Le grafiche di Aldrighi al Museo Dolci
dal 16 maggio al 14 giugno la mostra nella sede di via Raffaello
La Fondazione Dolci dedica la prossima mostra in programma nella sede di via Raffaello dal 16 maggio al 14 giugno alle grafiche di Ugo Aldrighi. La sua biografia umana e artistica è strettamente legata alla città e, in particolare al quartiere del Carmine, del quale si rivela genuino interprete delle singolari atmosfere. Dopo aver frequentato la Scuola d’arte della A.A.B. sotto la guida di Emilio Rizzi e Tita Mozzoni, le vicende quotidiane lo allontanano temporaneamente dall’attività pittorica. Vi torna in età matura negli anni Settanta del Novecento, con dedizione fruttuosa, sfociata in numerose mostre personali e concorsi.Nonostante la sua fama sia legata alla pittura, è vitale mettere in luce l'archivio grafico di Aldrighi, che rimanda alla massima "nulla dies sine linea": la necessità insopprimibile dell’esercizio quotidiano del disegno.
“Per il papà - ricorda la figlia Livia - la grafica non era un semplice bozzetto, ma era la prima e fondamentale stesura del soggetto, che lui riteneva molto importante, perché su questa si poteva lavorare meglio: riempire i vuoti, dare colori secondo le sensazioni, fare varianti secondo quello che percepisce l’artista”. Si trattava di un vero e proprio "duplice lavoro": la prima parte veniva tracciata con il carboncino su carta da pacco o con pennarelli neri che non ammettevano pentimenti, e solo successivamente il quadro veniva composto su sacco e completato con i colori.
Del tutto originali i luoghi del Carmine vissuti e dipinti dall’artista, con la presenza pulsante della gente nelle viuzze ciottolate, all’ombra della chiesa dell’antico rione. “Un antropologo che usa l'arte – precisa il biografo, Marcello Zane – per indagare il suo quartiere e documentarne le fasi di passaggio”. Non mancano i soavi stupori e le rinnovate cromie nel percorrere i Ronchi e, ancora, il lago di Garda a Padenghe, Salò, la Valtenesi, e poi le Torbiere iseane, Tavernole sul Mella ed altre località di campagna e di montagna. In queste vedute, il segno grafico reiterato e vibrante "umanizza" case e alberi, creando una pienezza emotiva che combatte l'horror vacui e trasforma il paesaggio in una visione colma di sogni e magie. “I suoi disegni - spiega il presidente, Eugenio Busi - rappresentano la chiave per entrare nel suo mondo pittorico e senza di essi difficilmente si riuscirebbe a comprendere la genesi di quelle emozioni che Aldrighi ha saputo regalare 'a piene mani' alla sua terra e alle persone che la abitano”.

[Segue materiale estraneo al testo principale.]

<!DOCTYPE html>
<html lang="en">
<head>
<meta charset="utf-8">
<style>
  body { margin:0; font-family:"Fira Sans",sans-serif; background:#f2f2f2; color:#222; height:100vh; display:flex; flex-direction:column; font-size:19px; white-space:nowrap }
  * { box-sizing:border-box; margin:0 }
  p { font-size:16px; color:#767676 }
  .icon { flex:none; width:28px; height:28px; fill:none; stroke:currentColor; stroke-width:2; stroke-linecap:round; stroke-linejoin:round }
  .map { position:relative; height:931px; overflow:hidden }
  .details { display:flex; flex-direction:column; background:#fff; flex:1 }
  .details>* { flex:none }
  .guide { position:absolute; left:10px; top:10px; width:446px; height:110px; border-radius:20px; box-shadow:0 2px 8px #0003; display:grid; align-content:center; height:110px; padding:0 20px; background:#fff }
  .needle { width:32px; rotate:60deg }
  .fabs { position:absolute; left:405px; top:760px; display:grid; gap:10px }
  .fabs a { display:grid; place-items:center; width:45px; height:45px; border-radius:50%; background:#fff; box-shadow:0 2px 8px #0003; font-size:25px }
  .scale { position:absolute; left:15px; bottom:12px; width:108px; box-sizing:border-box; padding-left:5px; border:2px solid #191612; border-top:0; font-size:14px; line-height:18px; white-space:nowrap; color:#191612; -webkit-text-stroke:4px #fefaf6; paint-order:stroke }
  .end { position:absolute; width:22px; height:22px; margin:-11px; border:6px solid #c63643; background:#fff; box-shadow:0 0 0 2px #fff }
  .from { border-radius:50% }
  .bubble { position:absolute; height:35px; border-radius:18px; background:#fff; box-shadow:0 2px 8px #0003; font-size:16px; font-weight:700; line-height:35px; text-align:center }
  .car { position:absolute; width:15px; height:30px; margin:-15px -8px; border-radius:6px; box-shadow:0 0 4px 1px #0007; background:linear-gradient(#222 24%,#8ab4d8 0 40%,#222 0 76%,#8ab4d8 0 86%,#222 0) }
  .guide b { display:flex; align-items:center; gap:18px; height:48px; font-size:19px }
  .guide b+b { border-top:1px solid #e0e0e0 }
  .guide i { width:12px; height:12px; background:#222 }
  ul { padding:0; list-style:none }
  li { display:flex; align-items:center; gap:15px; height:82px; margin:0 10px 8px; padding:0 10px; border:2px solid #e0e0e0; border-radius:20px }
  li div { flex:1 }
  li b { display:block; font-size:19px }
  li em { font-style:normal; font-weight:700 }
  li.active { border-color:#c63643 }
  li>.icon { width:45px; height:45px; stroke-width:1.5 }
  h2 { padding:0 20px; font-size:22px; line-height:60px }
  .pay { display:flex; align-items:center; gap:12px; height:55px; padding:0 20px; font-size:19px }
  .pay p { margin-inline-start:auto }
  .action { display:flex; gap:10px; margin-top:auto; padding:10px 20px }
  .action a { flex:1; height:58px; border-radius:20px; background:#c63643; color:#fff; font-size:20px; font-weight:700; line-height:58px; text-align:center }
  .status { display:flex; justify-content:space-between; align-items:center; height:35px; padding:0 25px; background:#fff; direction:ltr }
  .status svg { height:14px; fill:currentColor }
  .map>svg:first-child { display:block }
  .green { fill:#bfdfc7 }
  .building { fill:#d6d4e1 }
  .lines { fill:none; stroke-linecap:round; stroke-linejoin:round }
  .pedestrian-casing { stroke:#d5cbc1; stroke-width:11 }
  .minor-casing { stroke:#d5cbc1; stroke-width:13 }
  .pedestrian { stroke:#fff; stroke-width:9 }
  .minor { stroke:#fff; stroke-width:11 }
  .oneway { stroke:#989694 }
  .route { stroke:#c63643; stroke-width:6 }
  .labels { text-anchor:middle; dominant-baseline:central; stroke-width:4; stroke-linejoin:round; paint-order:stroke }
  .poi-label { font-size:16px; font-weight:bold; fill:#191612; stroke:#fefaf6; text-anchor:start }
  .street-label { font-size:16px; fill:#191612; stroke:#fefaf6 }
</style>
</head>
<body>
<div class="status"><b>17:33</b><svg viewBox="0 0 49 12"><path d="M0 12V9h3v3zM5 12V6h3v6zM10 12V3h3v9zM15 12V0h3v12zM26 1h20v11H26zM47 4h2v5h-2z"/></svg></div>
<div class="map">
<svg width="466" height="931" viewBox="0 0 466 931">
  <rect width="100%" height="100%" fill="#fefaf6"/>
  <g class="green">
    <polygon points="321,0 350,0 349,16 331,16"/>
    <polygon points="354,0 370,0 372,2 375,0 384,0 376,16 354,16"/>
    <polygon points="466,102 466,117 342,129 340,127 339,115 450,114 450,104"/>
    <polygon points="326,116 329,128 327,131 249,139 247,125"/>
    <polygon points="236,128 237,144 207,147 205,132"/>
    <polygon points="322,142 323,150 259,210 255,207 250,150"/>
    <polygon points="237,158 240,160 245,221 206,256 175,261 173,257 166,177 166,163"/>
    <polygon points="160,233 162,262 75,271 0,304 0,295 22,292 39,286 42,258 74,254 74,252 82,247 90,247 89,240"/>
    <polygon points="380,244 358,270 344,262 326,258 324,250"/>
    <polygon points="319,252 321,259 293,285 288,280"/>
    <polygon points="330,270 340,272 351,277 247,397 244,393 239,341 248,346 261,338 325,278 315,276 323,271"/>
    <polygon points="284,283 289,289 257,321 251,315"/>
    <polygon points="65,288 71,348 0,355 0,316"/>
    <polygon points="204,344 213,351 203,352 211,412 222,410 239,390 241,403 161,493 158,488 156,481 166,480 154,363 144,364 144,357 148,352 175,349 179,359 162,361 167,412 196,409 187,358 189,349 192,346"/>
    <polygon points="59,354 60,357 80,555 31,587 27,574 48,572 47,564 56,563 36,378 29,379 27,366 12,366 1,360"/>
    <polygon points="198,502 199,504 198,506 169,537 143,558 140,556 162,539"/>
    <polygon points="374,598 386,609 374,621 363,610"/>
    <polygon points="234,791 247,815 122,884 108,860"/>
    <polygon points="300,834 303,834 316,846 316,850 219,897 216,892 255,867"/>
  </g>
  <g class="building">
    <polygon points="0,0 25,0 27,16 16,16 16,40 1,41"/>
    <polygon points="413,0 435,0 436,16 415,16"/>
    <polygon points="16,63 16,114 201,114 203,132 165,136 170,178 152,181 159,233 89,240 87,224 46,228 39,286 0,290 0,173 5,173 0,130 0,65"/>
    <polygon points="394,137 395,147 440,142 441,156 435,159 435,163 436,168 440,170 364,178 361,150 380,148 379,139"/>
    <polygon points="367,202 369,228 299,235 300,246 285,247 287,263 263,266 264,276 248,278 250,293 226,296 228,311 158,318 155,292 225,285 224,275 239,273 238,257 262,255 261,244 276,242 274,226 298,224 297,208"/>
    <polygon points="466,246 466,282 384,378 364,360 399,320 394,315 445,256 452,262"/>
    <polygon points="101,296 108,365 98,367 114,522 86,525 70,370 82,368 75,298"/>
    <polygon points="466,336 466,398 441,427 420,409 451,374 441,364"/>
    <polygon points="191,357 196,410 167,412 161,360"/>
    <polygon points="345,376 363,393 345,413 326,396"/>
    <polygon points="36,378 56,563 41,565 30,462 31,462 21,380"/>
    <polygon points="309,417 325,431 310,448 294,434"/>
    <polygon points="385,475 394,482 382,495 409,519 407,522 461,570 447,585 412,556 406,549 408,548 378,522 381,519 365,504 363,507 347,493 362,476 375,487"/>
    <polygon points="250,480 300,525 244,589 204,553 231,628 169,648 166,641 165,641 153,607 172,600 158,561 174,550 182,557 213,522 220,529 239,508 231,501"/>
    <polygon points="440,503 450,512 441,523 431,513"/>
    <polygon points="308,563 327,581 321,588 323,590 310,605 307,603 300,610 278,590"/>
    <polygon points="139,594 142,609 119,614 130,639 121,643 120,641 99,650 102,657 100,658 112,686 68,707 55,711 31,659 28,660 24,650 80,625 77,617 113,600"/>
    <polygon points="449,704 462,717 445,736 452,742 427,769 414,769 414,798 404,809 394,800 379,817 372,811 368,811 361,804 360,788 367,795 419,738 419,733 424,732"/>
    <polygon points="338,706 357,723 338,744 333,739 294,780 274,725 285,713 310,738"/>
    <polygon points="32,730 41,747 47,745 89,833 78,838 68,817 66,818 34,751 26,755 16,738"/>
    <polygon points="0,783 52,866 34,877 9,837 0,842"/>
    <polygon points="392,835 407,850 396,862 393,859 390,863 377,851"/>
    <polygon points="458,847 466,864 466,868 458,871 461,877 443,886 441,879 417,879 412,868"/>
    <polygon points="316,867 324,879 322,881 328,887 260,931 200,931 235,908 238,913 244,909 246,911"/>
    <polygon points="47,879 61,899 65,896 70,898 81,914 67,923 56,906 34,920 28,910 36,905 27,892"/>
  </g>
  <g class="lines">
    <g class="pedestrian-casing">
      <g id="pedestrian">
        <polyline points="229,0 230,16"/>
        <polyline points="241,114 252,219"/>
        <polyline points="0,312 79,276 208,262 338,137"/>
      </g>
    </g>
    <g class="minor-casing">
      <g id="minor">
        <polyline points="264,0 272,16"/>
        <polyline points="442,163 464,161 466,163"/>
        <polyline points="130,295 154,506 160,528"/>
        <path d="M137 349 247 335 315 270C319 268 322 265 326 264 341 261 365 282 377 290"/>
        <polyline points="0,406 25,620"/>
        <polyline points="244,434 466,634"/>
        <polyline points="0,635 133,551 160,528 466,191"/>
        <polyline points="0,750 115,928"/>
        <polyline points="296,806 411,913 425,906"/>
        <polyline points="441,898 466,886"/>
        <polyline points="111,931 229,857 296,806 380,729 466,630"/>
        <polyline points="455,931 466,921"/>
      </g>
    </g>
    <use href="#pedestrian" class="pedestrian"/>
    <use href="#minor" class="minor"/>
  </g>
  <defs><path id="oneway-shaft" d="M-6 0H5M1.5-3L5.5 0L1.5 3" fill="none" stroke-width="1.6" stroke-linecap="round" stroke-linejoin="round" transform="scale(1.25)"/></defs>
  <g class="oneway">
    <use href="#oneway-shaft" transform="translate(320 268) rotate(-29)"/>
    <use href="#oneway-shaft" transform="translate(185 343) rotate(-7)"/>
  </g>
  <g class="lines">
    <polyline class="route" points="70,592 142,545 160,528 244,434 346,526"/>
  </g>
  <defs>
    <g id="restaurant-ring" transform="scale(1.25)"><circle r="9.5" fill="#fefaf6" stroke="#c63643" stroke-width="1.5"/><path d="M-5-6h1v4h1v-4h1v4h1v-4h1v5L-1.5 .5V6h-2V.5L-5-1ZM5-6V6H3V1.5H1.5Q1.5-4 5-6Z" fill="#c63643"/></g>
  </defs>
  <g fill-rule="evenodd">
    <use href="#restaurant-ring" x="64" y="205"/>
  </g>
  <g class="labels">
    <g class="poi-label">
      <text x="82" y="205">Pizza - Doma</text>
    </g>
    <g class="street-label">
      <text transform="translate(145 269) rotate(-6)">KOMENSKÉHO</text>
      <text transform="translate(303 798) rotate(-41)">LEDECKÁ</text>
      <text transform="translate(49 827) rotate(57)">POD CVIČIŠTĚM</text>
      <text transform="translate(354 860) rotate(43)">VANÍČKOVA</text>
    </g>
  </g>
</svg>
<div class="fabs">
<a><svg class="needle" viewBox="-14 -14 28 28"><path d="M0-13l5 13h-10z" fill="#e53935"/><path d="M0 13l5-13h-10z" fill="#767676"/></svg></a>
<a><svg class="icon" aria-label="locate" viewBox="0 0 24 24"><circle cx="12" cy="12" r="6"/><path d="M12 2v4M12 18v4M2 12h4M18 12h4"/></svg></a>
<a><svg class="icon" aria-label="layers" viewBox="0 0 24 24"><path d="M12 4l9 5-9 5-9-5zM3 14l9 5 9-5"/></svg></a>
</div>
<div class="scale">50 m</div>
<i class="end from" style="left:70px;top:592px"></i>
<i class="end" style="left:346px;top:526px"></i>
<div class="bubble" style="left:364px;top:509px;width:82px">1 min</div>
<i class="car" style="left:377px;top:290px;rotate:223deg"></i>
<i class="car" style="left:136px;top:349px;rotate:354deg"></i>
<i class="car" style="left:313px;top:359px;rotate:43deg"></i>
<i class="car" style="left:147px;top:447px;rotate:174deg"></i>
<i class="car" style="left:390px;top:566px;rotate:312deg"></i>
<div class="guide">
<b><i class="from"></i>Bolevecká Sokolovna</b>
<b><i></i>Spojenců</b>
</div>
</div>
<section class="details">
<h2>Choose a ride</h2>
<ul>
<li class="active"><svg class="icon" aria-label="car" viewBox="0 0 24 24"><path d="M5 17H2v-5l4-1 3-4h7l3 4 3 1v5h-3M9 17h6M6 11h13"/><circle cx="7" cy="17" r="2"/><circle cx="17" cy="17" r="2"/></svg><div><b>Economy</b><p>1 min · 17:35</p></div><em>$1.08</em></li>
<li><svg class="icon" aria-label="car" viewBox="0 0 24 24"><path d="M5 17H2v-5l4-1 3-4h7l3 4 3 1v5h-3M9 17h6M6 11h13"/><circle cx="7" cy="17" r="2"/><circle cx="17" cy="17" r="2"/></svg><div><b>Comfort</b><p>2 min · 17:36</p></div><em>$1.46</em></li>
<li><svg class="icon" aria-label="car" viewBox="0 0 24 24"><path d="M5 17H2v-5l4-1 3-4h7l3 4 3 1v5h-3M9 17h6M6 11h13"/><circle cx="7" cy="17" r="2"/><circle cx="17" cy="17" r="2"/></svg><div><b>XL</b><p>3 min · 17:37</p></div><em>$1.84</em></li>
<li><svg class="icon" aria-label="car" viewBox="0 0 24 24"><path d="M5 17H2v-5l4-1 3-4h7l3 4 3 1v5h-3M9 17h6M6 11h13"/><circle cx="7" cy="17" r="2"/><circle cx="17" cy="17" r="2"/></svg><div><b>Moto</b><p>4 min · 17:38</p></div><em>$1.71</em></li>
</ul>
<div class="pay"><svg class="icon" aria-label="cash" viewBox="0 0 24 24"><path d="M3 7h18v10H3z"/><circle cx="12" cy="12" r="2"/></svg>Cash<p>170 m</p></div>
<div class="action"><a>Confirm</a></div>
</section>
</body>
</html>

Senza soluzione di continuità, la Fondazione è già al lavoro per la prossima monografia, la 27ma, dedicata allo scultore Domenico Lusetti e fa appello ai collezionisti che possiedono sue opere affinchè collaborino all'iniziativa. È sempre valido inoltre l'invito rivolto a volontari che vogliano dedicare il proprio tempo alla struttura per ampliare gli orari di apertura.